Five essential elements are identified for the successful incorporation of cooperative learning in the classroom:

positive interdependence

individual and group accountability

promotive interaction (face to face)

teaching the students the required interpersonal and small group skills

group processing

 

            Collaborative learning has British roots and is based on the findings of English instructors who explored ways to help students take a more active role in their learning.

         It is a teaching methodology in which «students team together to explore a significant question or a meaningful project» [ 1; 17].

         Collaborative learning is a method of teaching and learning in which students team together to explore a significant question or create a meaningful project. A group of students discussing a lecture or students from different schools working together over the Internet on a shared assignment are both examples of collaborative learning.

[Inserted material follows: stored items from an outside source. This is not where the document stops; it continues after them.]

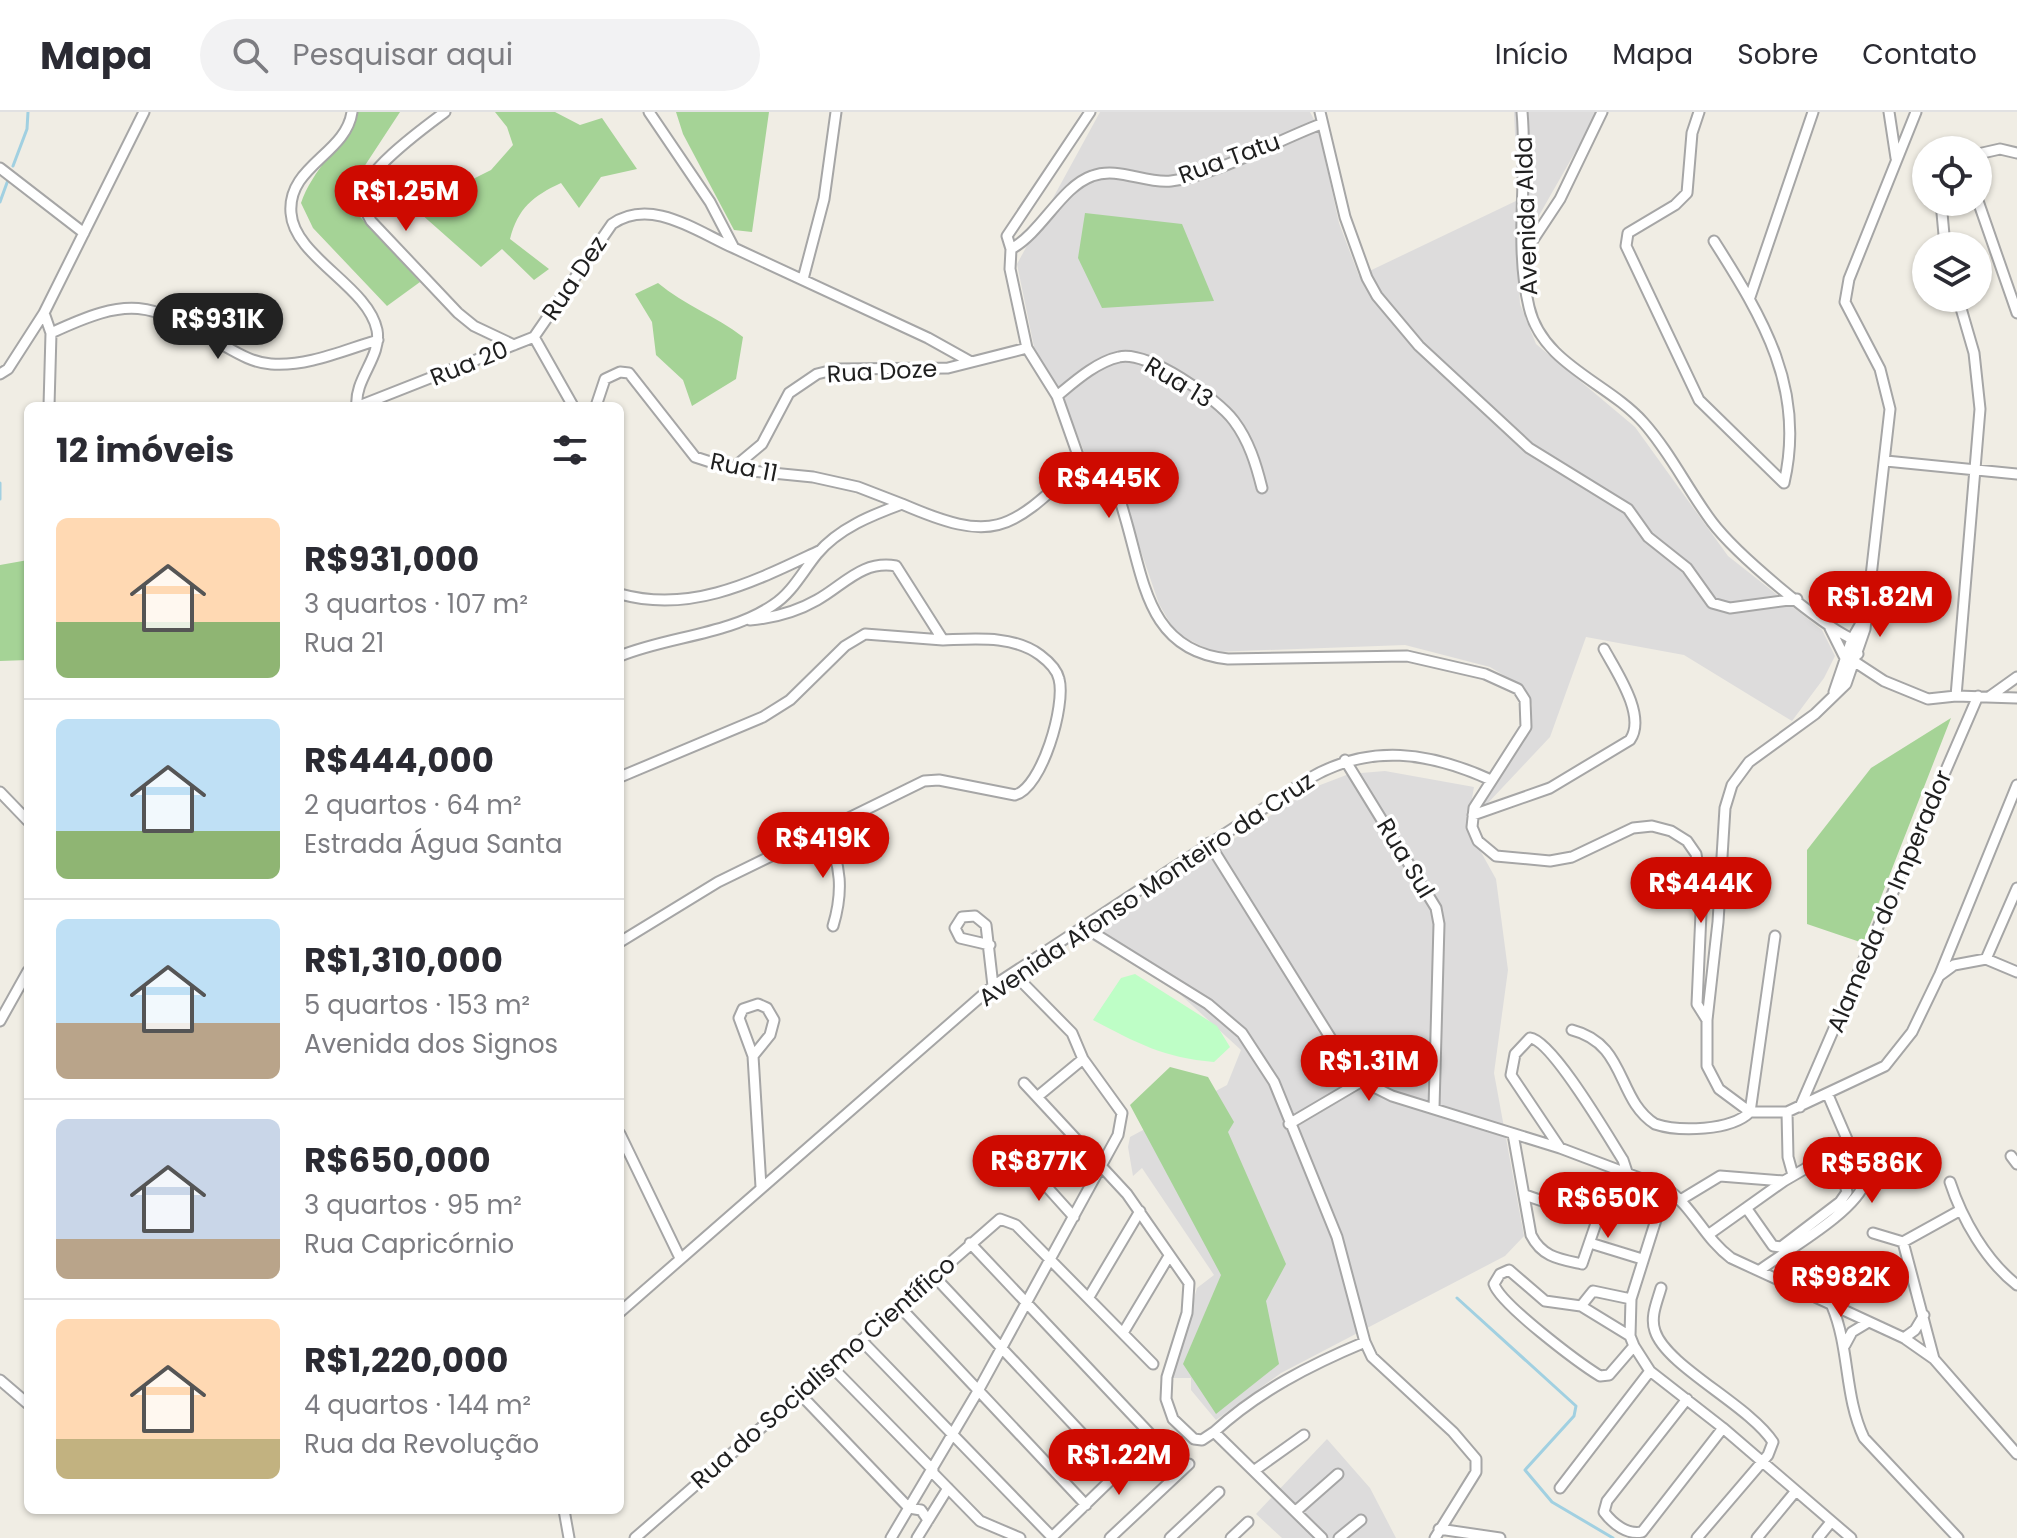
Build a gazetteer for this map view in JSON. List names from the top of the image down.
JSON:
{
  "streets": {
    "street": [
      "Rua Tatu",
      "Avenida Alda",
      "Rua Dez",
      "Rua 20",
      "Rua Doze",
      "Rua 13",
      "Rua 11",
      "Rua Sul",
      "Avenida Afonso Monteiro da Cruz",
      "Alameda do Imperador",
      "Rua do Socialismo Científico"
    ]
  },
  "crossings": [
    ["Rua Dez", "Rua 20"],
    ["Rua Dez", "Rua Doze"],
    ["Rua Doze", "Rua 11"],
    ["Rua Sul", "Avenida Afonso Monteiro da Cruz"]
  ],
  "page": {
    "header": "Mapa",
    "search": "Pesquisar aqui",
    "nav": [
      "Início",
      "Mapa",
      "Sobre",
      "Contato"
    ],
    "price": [
      "R$1.25M",
      "R$931K",
      "R$445K",
      "R$1.82M",
      "R$419K",
      "R$444K",
      "R$1.31M",
      "R$877K",
      "R$586K",
      "R$650K",
      "R$982K",
      "R$1.22M"
    ],
    "heading": "12 imóveis",
    "list": [
      {
        "name": "R$931,000",
        "note": "3 quartos · 107 m² · Rua 21"
      },
      {
        "name": "R$444,000",
        "note": "2 quartos · 64 m² · Estrada Água Santa"
      },
      {
        "name": "R$1,310,000",
        "note": "5 quartos · 153 m² · Avenida dos Signos"
      },
      {
        "name": "R$650,000",
        "note": "3 quartos · 95 m² · Rua Capricórnio"
      },
      {
        "name": "R$1,220,000",
        "note": "4 quartos · 144 m² · Rua da Revolução"
      }
    ]
  }
}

            Cooperative learning was first used in America and can be traced back to Goffman’s philosophy of the social nature of learning. It is a «specific kind of collab­orative learning »[2; 32]. In this setting, not only is the group assessed as a whole, but students are also individually accountable for their work.

         Cooperative learning, which will be the primary focus of this workshop, is a spe­cific kind of collaborative learning. In cooperative learning, students work together in small groups on a structured activity. They are individually accountable for their work, and the work of the group as a whole is also assessed. Cooperative groups work face- to-face and learn to work as a team.

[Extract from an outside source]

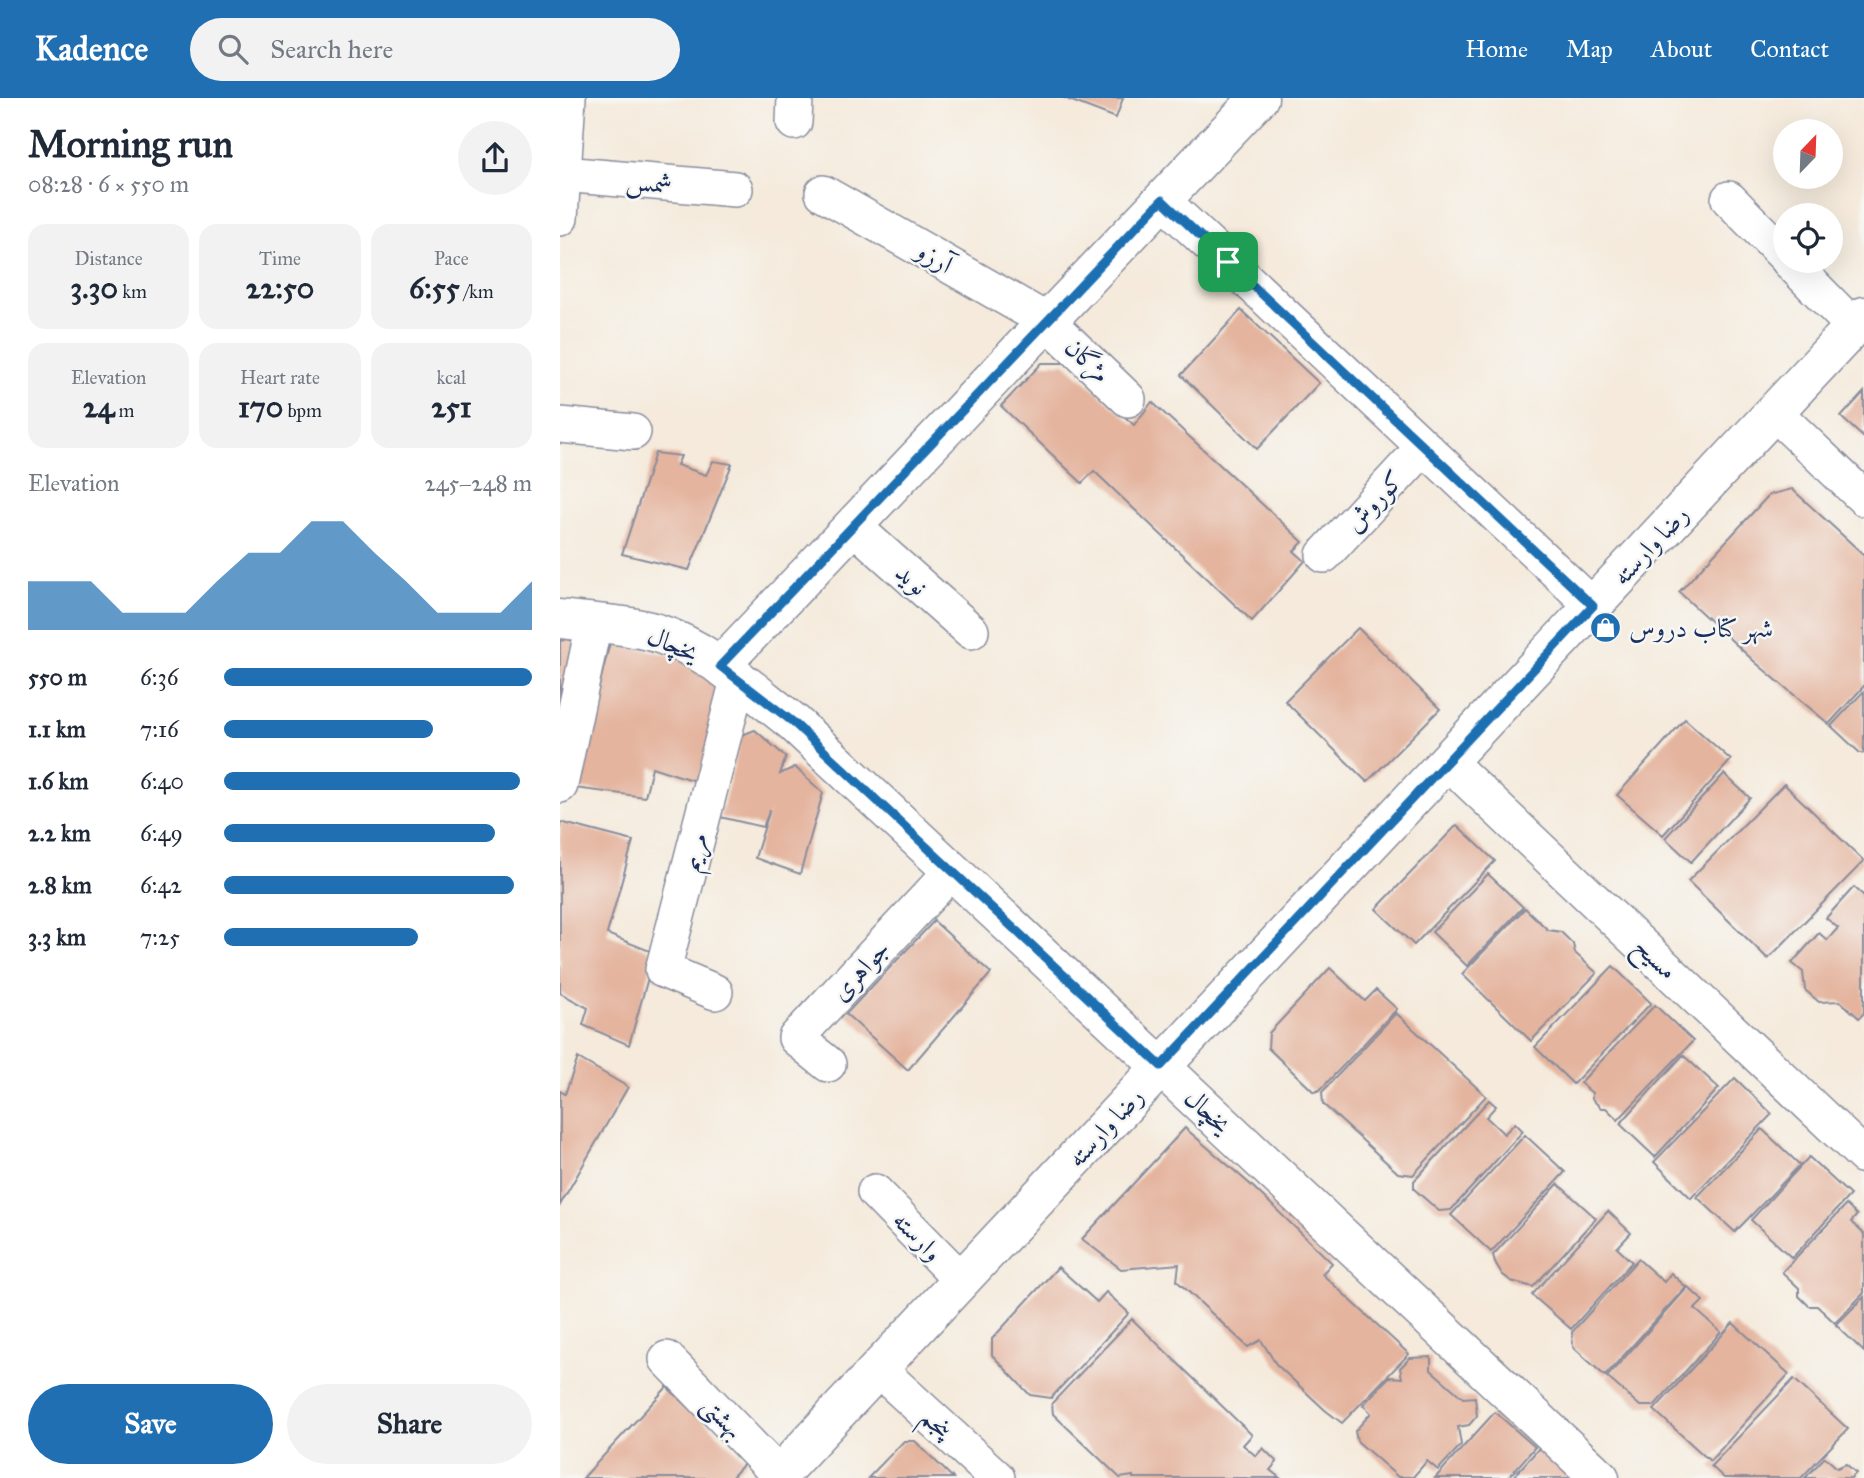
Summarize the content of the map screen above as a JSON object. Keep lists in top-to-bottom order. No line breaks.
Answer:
{"streets":{"street":["شمس","آرزو","مژگان","کوروش","رضا وارسته","نوید","یخچال","مریم","مسیح","جواهری","وارسته","بهشتی","پنجم"]},"crossings":[["آرزو","مژگان"],["رضا وارسته","یخچال"],["رضا وارسته","مسیح"],["رضا وارسته","وارسته"],["رضا وارسته","بهشتی"],["رضا وارسته","پنجم"],["یخچال","مریم"],["یخچال","جواهری"]],"places":{"shop":["شهر کتاب دروس"]},"north":"top right","page":{"header":"Kadence","search":"Search here","nav":["Home","Map","About","Contact"],"heading":["Morning run","08:28 · 6 × 550 m"],"stats":[["Distance","3.30 km"],["Time","22:50"],["Pace","6:55 /km"],["Elevation","24 m"],["Heart rate","170 bpm"],["kcal","251"]],"chart":["Elevation","245–248 m"],"list":[{"name":"550 m","note":"6:36"},{"name":"1.1 km","note":"7:16"},{"name":"1.6 km","note":"6:40"},{"name":"2.2 km","note":"6:49"},{"name":"2.8 km","note":"6:42"},{"name":"3.3 km","note":"7:25"}],"buttons":["Save","Share"]}}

In an individualistic learning situation, students are independent of one another and are working toward set criteria where their success depends on their own performance in relation to established criteria. The success or failure of other students does not affect their score. In spelling if all students are working on their own and any student who correctly spells 90% or more words passes, it would be an individualistic structure.

         In a cooperative learning situation, interaction is characterized by positive goal interdependence with individual accountability. Positive goal interdependence requires acceptance by a group that they «sink or swim together.»[3; 11]. A cooperative spelling class is one where students are working together in small groups to help each other learn the words in order to take the spelling test individually on Friday. Each student's score in the test is increased by bonus points earned by the group. In that situation a student needs to be concerned with how she or he spells and how well the other students in his or her group spell. I his cooperative umbrella can also be extended over the entire class if bonus points are awarded to each student when the class can spell more words than a reasonable, but demanding, criterion set by the teacher.

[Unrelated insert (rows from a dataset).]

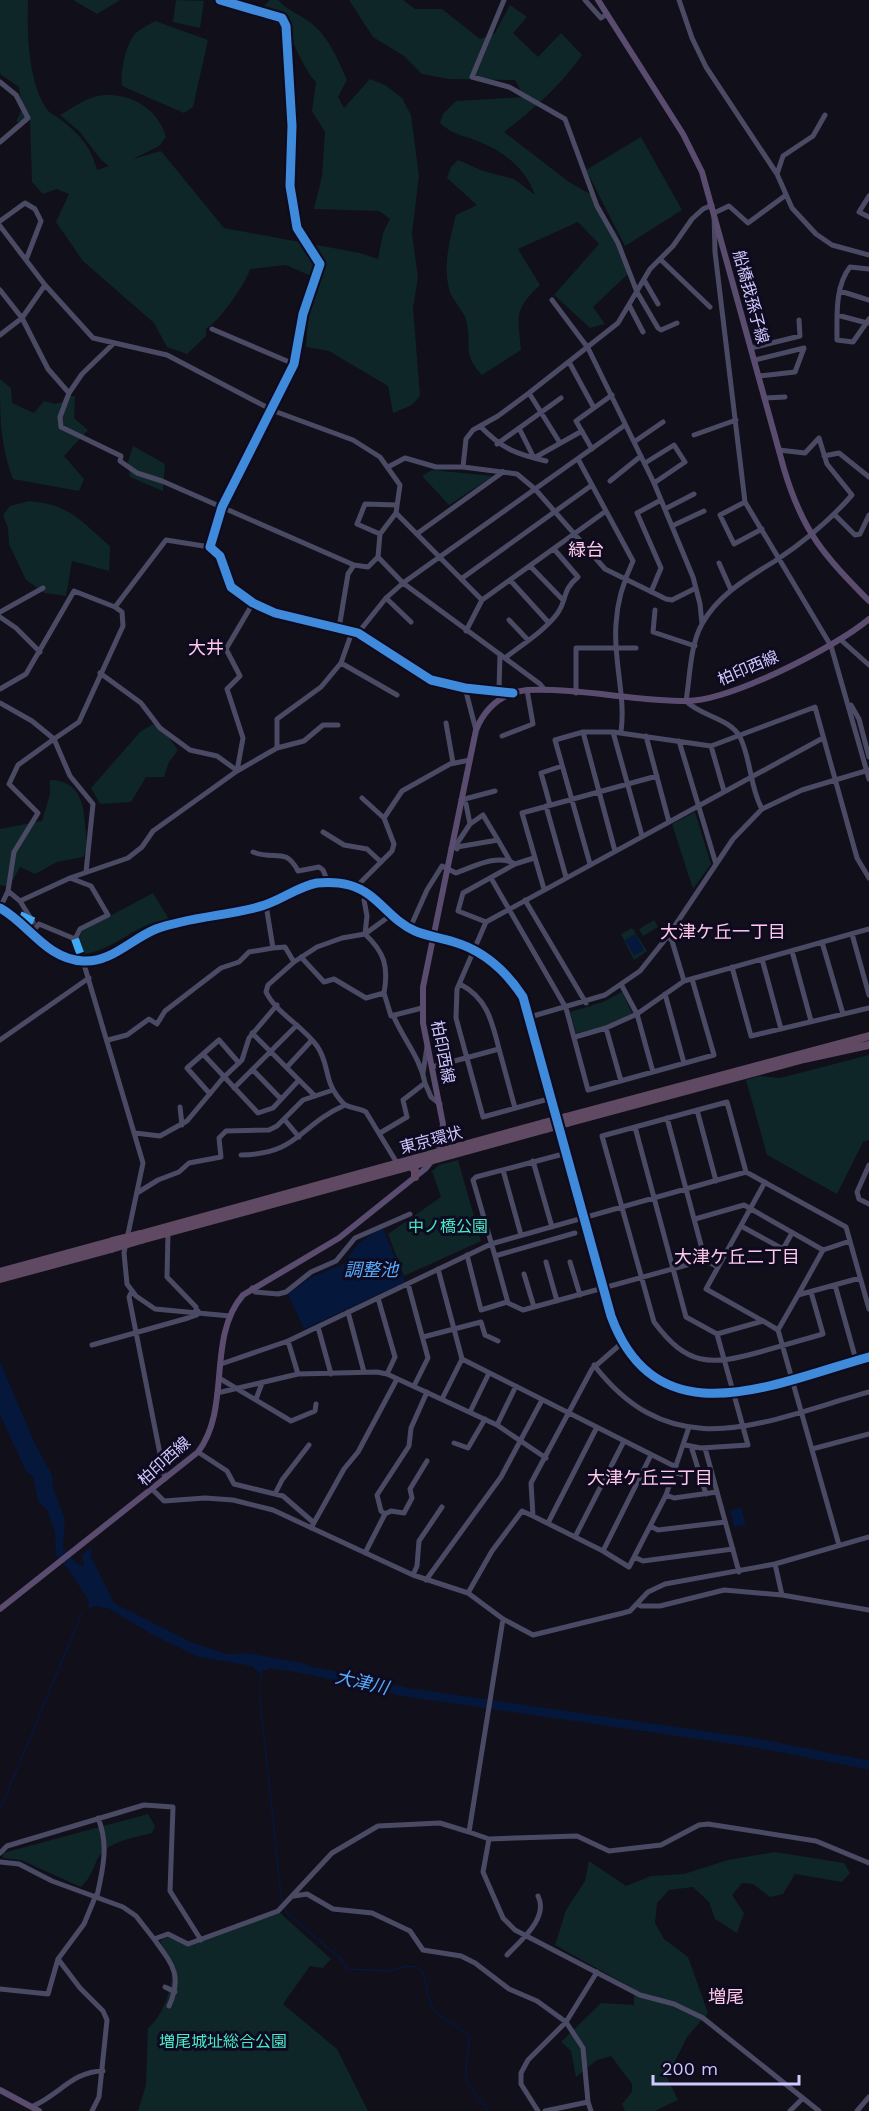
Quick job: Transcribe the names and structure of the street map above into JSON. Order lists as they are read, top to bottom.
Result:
{
  "streets": {
    "highway": ["東京環状"],
    "main road": ["船橋我孫子線", "柏印西線"]
  },
  "crossings": [
    ["柏印西線", "東京環状"]
  ],
  "districts": [
    "緑台",
    "大井",
    "大津ケ丘一丁目",
    "大津ケ丘二丁目",
    "大津ケ丘三丁目",
    "増尾"
  ],
  "water": ["調整池", "大津川"],
  "parks": ["中ノ橋公園", "増尾城址総合公園"],
  "scale_bar": "200 m"
}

         There is a difference between having students work in a group and structuring students to work cooperatively. A group of students sitting at the same table doing their own work, but free to talk with each other as they work, is not structured to be a coop­erative group as there is no positive interdependence. (Perhaps it could be called indi­vidualistic learning with talking.) There needs to be an accepted common goal on which the group will be rewarded for their efforts. In the same way, a group of students who have been assigned to do a report where only one student cares, does all the work and the others go along for a free ride, is not a cooperative group. A cooperative group has a sense of individual accountability that means that all students need to know the material or spell well for the group to be successful. Putting students into groups does not necessarily gain positive interdependence and/or individual accountability; it has to be structured and managed by the teacher or professor.

 

References

1. Foster, P. 1999. The influence of planning and focus of planning on task-based performance.

2.Goffman, E. 1981. Forms of Talk. Oxford.

3. Long, M. 1991. Focus on form: A design feature in language teaching meth­odology. Amsterdam.